Collected data entries:
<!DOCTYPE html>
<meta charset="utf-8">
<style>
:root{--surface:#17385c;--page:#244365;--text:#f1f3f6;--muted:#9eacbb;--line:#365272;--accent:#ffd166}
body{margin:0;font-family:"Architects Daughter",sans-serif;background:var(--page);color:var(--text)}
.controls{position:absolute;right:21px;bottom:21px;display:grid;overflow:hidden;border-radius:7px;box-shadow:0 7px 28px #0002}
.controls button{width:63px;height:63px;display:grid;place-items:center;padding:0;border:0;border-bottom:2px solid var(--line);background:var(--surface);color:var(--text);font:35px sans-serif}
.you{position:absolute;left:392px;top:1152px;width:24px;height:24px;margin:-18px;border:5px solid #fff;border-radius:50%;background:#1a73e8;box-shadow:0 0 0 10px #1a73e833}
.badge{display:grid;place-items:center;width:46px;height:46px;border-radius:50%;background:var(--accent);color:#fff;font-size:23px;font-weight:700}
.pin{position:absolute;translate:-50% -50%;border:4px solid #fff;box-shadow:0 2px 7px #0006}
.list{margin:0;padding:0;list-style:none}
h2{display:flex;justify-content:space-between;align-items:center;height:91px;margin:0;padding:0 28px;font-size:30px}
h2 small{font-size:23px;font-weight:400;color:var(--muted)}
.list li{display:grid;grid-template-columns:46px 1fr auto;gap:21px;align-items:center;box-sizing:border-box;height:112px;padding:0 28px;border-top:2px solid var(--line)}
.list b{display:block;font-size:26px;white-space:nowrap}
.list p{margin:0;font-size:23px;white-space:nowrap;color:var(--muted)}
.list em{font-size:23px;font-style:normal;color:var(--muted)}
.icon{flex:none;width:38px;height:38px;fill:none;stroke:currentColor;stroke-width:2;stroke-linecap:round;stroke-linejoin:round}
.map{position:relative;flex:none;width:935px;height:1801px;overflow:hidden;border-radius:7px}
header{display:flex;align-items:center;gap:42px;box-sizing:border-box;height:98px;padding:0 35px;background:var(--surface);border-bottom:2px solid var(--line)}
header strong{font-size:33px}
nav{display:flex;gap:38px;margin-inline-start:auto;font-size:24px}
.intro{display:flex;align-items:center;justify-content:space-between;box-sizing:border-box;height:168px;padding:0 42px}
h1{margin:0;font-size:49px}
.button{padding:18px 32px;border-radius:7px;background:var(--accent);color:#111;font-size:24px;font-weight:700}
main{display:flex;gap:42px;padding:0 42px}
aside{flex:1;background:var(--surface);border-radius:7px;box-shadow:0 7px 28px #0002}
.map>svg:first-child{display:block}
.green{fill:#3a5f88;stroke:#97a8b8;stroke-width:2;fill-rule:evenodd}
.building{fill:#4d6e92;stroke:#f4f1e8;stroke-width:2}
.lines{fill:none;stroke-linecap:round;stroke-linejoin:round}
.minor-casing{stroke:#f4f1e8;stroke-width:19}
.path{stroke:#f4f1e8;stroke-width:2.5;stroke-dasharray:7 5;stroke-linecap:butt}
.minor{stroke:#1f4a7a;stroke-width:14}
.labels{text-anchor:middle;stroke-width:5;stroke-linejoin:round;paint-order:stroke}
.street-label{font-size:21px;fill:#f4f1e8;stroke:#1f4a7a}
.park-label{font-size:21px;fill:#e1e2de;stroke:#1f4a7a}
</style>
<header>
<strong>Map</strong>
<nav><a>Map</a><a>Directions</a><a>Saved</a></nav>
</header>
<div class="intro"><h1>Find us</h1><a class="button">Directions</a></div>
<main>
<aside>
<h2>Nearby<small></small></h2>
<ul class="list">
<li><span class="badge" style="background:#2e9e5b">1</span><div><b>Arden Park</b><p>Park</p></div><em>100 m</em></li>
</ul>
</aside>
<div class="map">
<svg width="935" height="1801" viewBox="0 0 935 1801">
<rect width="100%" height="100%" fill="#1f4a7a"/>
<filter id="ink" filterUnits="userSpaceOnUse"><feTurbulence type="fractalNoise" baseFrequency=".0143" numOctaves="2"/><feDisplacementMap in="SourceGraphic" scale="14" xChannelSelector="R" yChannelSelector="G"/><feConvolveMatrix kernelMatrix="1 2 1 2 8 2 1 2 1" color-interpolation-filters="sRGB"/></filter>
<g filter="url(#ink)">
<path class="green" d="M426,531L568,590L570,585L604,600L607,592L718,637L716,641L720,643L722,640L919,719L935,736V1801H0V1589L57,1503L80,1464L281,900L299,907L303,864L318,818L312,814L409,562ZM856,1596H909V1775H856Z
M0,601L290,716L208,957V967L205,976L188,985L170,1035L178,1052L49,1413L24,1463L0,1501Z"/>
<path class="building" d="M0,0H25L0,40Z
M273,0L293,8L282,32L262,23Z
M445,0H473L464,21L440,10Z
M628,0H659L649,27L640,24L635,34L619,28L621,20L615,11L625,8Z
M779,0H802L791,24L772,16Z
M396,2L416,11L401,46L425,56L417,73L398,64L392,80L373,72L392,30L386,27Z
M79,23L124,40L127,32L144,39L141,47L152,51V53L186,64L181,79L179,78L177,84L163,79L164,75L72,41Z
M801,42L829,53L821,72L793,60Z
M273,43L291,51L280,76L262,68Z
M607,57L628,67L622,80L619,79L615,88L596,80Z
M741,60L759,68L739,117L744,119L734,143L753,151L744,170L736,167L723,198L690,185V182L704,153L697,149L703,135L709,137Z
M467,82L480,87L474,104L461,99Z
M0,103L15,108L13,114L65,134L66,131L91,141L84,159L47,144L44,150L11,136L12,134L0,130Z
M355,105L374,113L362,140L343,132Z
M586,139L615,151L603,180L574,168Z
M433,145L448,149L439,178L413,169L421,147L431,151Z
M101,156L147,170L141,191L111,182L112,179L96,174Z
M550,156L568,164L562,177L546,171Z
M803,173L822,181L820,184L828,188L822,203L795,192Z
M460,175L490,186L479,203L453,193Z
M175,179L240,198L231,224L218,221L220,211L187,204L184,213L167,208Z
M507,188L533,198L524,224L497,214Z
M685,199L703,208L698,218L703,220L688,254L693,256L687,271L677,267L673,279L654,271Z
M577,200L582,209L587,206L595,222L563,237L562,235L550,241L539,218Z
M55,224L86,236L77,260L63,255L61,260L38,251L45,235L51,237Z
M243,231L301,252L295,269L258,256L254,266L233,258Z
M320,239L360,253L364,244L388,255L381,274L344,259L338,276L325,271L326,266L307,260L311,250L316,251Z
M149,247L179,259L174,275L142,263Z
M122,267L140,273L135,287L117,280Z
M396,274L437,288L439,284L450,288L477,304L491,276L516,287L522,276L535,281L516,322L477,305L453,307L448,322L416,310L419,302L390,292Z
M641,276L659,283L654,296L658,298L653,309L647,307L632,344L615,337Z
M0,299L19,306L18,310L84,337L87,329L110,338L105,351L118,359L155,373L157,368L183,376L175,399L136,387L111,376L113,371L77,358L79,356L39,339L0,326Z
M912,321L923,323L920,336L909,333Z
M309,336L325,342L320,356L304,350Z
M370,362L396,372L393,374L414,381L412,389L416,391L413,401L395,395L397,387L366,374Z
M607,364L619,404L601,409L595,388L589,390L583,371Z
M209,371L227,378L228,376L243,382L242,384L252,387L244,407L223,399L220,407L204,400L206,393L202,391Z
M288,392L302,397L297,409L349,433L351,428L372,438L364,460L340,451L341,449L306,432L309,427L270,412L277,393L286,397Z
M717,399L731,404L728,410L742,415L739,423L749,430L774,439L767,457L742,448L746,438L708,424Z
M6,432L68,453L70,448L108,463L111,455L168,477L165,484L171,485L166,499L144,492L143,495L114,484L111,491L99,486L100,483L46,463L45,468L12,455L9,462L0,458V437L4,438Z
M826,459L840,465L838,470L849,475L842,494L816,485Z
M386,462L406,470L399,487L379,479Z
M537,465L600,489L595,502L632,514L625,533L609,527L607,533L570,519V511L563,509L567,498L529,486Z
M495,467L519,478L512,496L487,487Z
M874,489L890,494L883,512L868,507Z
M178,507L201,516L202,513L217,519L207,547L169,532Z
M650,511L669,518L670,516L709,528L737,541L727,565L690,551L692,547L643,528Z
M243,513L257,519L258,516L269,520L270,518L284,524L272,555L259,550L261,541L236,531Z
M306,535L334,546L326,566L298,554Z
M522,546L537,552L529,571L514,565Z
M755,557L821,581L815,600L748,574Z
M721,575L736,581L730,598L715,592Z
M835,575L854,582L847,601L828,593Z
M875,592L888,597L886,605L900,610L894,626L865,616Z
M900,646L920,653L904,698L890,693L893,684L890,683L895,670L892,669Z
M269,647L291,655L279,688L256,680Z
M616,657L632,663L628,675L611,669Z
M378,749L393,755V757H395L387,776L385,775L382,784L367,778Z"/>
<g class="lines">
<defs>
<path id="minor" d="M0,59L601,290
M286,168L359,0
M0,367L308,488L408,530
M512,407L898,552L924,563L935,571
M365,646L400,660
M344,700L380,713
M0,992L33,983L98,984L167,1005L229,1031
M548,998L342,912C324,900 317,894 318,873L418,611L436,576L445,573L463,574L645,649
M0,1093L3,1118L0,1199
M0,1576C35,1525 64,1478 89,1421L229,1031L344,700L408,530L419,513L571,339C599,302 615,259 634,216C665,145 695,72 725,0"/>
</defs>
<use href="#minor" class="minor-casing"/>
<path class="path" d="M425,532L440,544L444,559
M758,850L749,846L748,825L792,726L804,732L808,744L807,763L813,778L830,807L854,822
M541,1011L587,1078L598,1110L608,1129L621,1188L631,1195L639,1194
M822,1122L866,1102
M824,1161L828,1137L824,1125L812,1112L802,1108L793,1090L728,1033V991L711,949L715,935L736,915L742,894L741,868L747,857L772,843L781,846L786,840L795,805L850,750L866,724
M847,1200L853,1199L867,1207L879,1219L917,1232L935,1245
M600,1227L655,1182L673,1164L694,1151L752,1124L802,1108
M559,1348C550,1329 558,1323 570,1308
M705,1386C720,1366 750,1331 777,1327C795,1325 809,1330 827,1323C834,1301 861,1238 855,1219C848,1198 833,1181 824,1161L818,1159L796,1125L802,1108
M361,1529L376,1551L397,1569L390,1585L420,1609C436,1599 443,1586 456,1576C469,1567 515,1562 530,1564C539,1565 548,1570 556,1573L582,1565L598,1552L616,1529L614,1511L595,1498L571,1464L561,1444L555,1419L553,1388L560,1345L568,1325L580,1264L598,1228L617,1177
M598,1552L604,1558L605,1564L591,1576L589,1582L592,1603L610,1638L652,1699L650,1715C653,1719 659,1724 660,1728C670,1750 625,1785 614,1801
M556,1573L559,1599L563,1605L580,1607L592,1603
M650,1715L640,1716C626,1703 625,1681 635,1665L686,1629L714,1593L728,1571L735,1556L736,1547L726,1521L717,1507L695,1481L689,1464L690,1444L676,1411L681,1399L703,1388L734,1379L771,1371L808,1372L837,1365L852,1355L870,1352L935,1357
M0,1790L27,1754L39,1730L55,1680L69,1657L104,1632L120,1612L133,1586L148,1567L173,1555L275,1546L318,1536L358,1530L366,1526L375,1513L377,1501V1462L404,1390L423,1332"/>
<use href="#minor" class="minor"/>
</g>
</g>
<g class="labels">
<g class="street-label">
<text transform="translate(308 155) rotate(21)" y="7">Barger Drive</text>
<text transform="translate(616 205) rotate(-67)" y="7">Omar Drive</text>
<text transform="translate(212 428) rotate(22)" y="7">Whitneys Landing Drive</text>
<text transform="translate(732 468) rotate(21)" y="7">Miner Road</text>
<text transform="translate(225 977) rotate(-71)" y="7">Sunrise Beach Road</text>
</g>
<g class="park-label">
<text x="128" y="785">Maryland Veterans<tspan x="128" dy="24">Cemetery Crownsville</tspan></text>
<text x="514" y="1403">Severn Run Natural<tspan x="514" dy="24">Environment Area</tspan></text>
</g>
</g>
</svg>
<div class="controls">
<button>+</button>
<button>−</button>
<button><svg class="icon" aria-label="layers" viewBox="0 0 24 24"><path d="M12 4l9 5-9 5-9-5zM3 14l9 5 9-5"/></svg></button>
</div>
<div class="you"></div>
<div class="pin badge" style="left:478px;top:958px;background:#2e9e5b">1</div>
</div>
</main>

### Directions for this task
Which of the lines above hold the word "nowrap"? Copy each one.

### Result of this task
.list b{display:block;font-size:26px;white-space:nowrap}
.list p{margin:0;font-size:23px;white-space:nowrap;color:var(--muted)}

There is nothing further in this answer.